Quantitative modeling of chloride conductance in yeast TRK potassium transporters

So-called TRK proteins are responsible for active accumulation of potassium in plants, fungi, and bacteria. A pair of these proteins in the plasma membrane of Saccharomyces cerevisiae, ScTrk1p and ScTrk2p, also admit large, adventitious, chloride currents during patch-recording (Cl- efflux). Resulting steady-state current-voltage curves can be described by two simple kinetic models, most interestingly, voltage-driven channeling of ions through a pair of activation-energy barriers that lie within the membrane dielectric, near the inner (alpha) and outer (beta) surfaces. Two barrier heights (E(alpha) and E(beta)) and two relative distances (a1 and b2) from the surfaces specify the model.

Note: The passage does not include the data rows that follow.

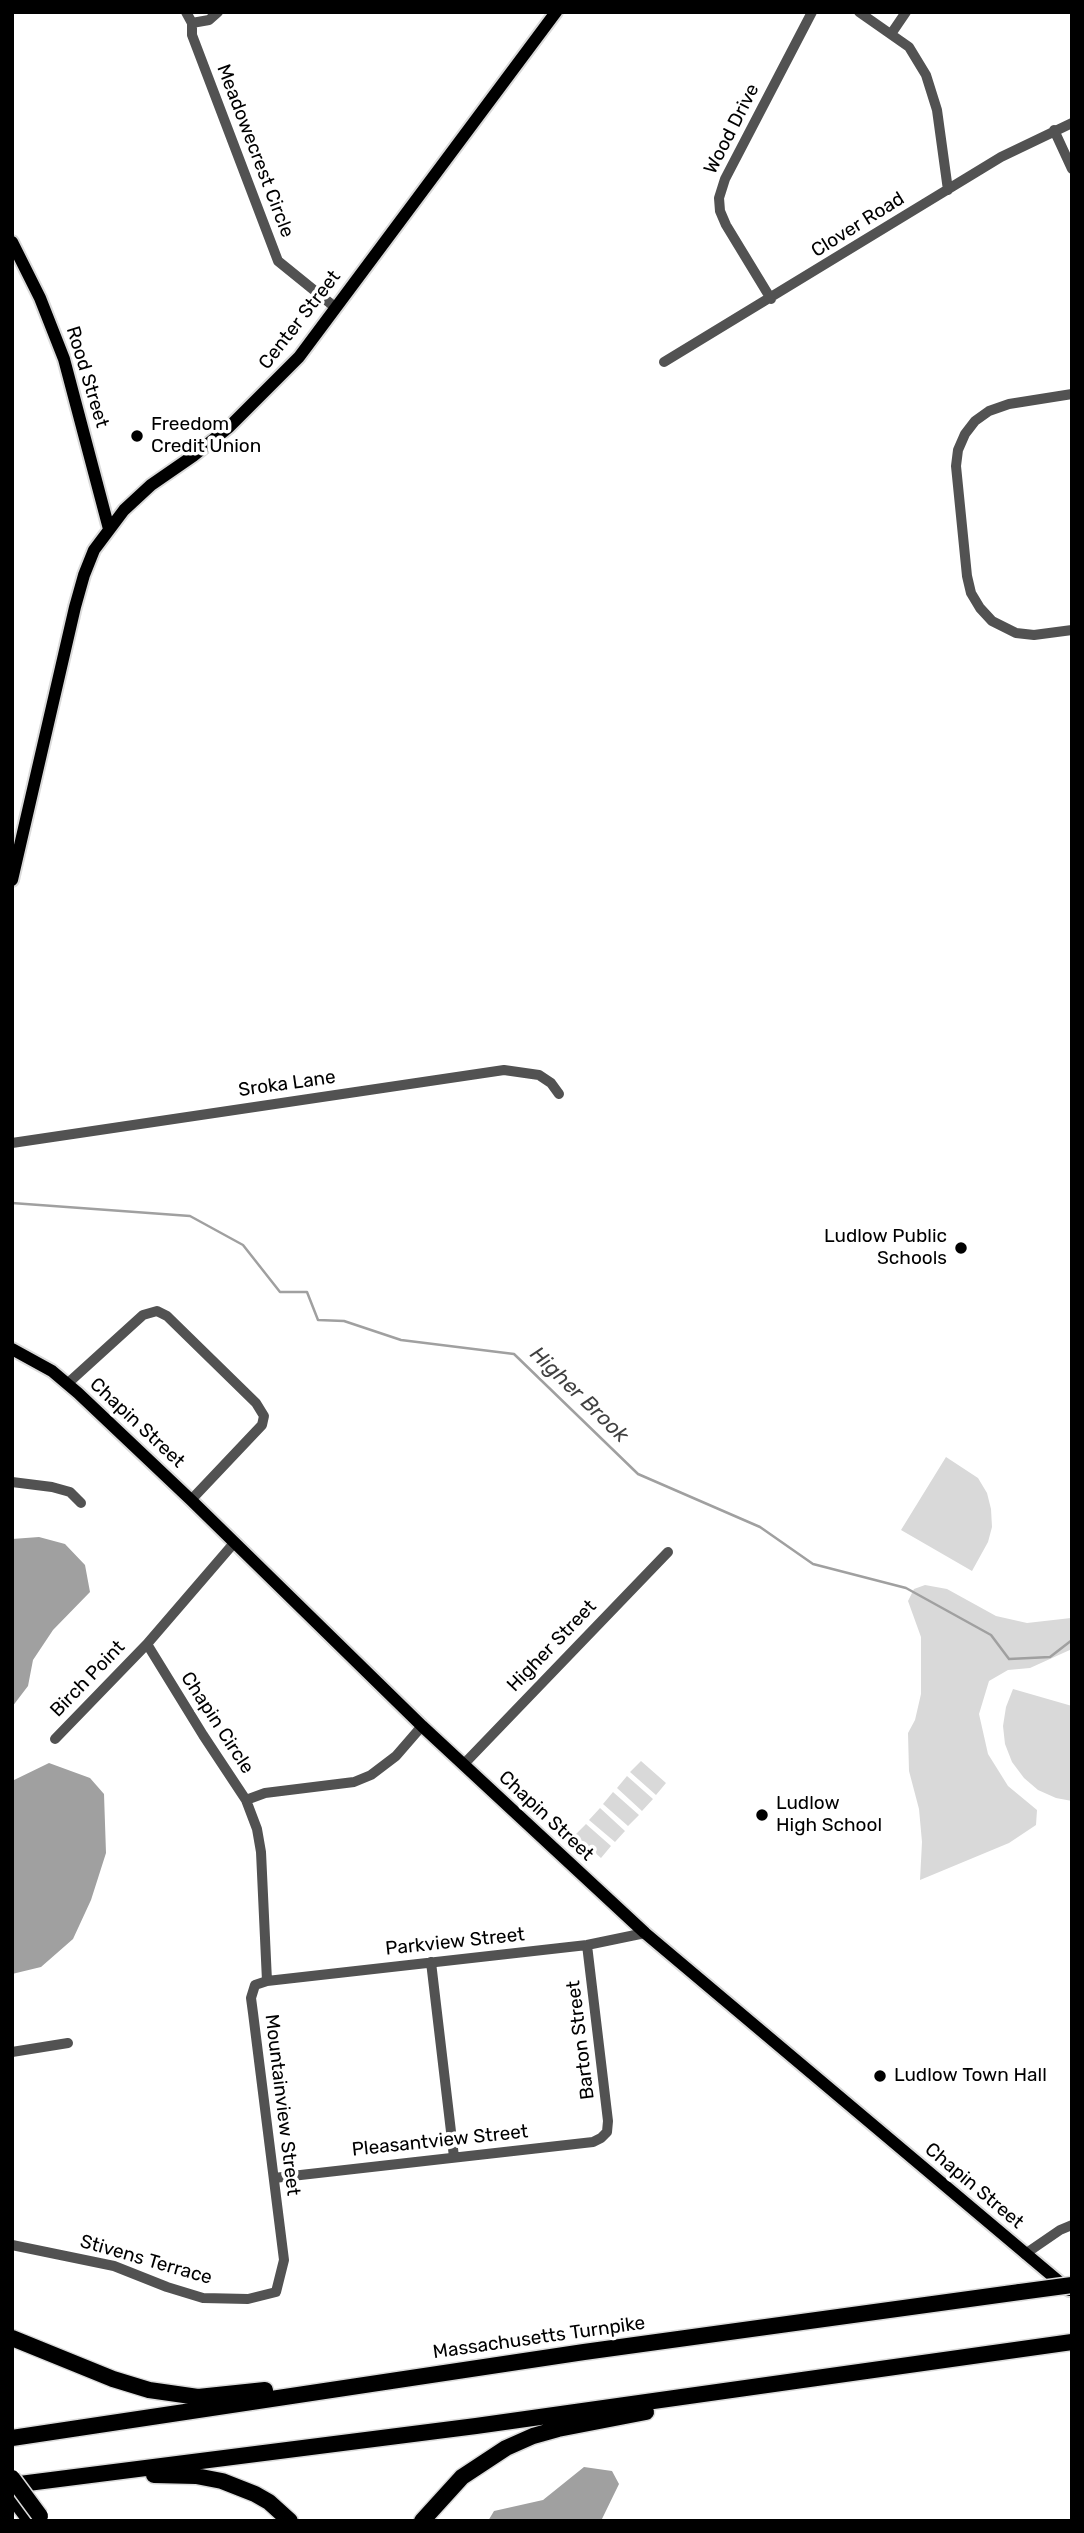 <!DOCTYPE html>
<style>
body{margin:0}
#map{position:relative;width:1084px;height:2533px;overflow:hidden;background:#fff;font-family:Rubik,sans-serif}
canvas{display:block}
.frame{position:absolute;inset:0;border:14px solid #000;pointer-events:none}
</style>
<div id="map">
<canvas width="1084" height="2533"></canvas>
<div class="frame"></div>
</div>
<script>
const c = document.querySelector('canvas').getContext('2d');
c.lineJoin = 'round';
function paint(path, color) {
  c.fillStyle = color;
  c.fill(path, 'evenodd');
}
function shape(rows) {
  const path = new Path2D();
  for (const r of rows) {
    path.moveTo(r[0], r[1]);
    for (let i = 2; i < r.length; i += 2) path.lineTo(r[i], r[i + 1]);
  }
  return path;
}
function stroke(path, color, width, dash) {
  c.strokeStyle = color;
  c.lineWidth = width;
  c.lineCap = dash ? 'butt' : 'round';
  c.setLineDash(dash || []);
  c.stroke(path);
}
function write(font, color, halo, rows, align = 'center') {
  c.font = font + ' Rubik,sans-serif';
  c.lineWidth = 7;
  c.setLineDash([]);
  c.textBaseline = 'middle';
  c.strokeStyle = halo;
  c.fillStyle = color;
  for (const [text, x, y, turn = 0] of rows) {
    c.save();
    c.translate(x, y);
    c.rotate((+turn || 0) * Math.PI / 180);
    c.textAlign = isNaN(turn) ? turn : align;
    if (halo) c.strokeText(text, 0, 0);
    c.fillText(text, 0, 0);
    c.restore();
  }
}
paint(shape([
 [946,1457,978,1478,987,1493,991,1509,992,1527,988,1542,972,1571,901,1530],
 [925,1585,947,1589,996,1616,1027,1623,1071,1618,1072,1649,1030,1668,1008,1670,989,1681,979,1714,988,1754,1008,1786,1037,1810,1036,1825,1009,1843,920,1880,922,1842,919,1809,909,1771,908,1733,915,1720,921,1694,921,1637,908,1601,914,1589],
 [1013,1689,1072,1706,1072,1801,1056,1798,1038,1790,1024,1778,1012,1762,1005,1744,1003,1726,1006,1707],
 [641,1761,666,1783,656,1795,630,1772],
 [627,1776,653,1799,642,1811,617,1788],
 [613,1792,639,1815,628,1826,603,1804],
 [600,1808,625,1831,615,1842,589,1820],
 [586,1824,611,1846,601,1858,575,1835]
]), '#d9d9d9');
paint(shape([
 [39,1537,65,1544,85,1565,90,1592,53,1630,33,1660,28,1686,12,1707,12,1539],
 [49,1763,90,1778,104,1794,106,1853,91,1900,73,1939,41,1967,12,1974,12,1781],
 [584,2467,612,2471,619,2484,601,2521,488,2521,494,2511,543,2500]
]), '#a0a0a0');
stroke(shape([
 [12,1203,190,1216,243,1245,280,1292,307,1292,318,1320,344,1321,401,1340,514,1354,638,1474,760,1527,813,1564,906,1588,991,1635,1009,1659,1050,1657,1072,1640]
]), '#a0a0a0', 2.5);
const major = shape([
 [12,242,40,298,64,359,109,529],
 [12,880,75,607,84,575,94,550,124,510,151,485,193,456,229,427,299,357,556,12],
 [12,1349,52,1371,78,1393,191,1500,422,1726,645,1933,1069,2290]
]);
const highway = shape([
 [12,2338,113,2379,149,2390,198,2397,265,2390],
 [12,2438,584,2352,1020,2292],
 [154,2475,196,2476,222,2481,255,2494,269,2502,290,2521],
 [12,2485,476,2426,1072,2342],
 [12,2496,31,2521],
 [422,2521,462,2477,506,2448,533,2436,558,2429,646,2412]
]);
stroke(major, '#dbdbdb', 16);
stroke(highway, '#dbdbdb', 19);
stroke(shape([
 [186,12,192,23,192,35,278,261,336,308],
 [859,12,909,47,926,75,937,110,948,190],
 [192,23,209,20,218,12],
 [891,34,906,12],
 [1054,130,1072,169],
 [771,299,726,225,720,211,719,198,725,179,812,12],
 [664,362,1001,157,1072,123],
 [1072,394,1009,404,989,411,975,421,965,434,958,450,956,466,967,576,971,593,980,608,992,621,1016,633,1034,635,1072,630],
 [12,1143,504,1070,539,1075,551,1083,559,1094],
 [67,1384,143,1315,157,1311,167,1316,256,1403,264,1416,262,1425,191,1500],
 [12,1482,52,1487,70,1492,81,1503],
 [234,1543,147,1644,203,1735,246,1800,265,1793,354,1782,371,1775,396,1756,422,1726],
 [55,1739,147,1644],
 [463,1765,668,1552],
 [246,1800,257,1829,261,1852,267,1981],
 [431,1962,454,2157],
 [12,2052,68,2043],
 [274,2178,593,2142,601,2138,607,2132,608,2121,587,1945],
 [12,2245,114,2266,167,2287,203,2298,248,2299,276,2292,284,2260,253,2013,251,1998,255,1985,267,1981,587,1945,645,1933],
 [1025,2254,1060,2230,1072,2225]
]), '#525252', 10);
stroke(major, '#000', 12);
stroke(highway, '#000', 16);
const highwayBridge = shape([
 [1020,2292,1072,2285],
 [12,2478,40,2516]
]);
stroke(highwayBridge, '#dbdbdb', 19, []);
stroke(highwayBridge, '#000', 16);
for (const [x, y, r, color] of [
 [137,436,7,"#000"],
 [961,1248,7,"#000"],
 [762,1815,7,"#000"],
 [880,2076,7,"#000"]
]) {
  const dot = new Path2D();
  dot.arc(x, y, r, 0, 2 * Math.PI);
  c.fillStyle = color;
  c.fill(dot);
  stroke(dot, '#fff', 2.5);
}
write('19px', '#000', '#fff', [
 ["Wood Drive",732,129,-63],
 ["Meadowecrest Circle",255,151,69],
 ["Clover Road",858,225,-32],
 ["Center Street",300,320,-52],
 ["Rood Street",87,377,73],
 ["Sroka Lane",287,1084,-8],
 ["Chapin Street",137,1423,43],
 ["Higher Street",552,1646,-46],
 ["Birch Point",88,1679,-46],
 ["Chapin Circle",217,1723,57],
 ["Chapin Street",546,1816,43],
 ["Parkview Street",455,1942,-6],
 ["Barton Street",581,2040,-97],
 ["Mountainview Street",282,2105,83],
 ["Pleasantview Street",440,2141,-6],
 ["Chapin Street",974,2186,40],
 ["Stivens Terrace",146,2260,16],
 ["Massachusetts Turnpike",539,2338,-8]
]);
write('19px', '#000', '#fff', [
 ["Freedom",151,425],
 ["Credit Union",151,447],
 ["Ludlow Public",947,1237,"right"],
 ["Schools",947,1259,"right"],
 ["Ludlow",776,1804],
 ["High School",776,1826],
 ["Ludlow Town Hall",894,2076]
], 'left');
write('italic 21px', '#414141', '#fff', [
 ["Higher Brook",579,1395,44]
]);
</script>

Measured current amplitude parallels intracellular chloride concentration and is strongly enhanced by acidic extracellular pH. The former implies an exponential variation of a1, between approximately 0.2 and approximately 0.4 of the membrane thickness, whereas the latter implies a linear variation of E(beta), by 0.69 Kcal mol(-1)/pH. The model requires membrane slope conductance to rise exponentially with increasingly large negative membrane voltage, as verified by data from a few yeast spheroplasts that tolerated voltage clamping at -200 to -300 mV. The behaviors of E(beta) and a1 accord qualitatively with a hypothetical structural model for fungal TRK proteins, suggesting that chloride ions flow through a central pore formed by symmetric aggregation of four TRK monomers.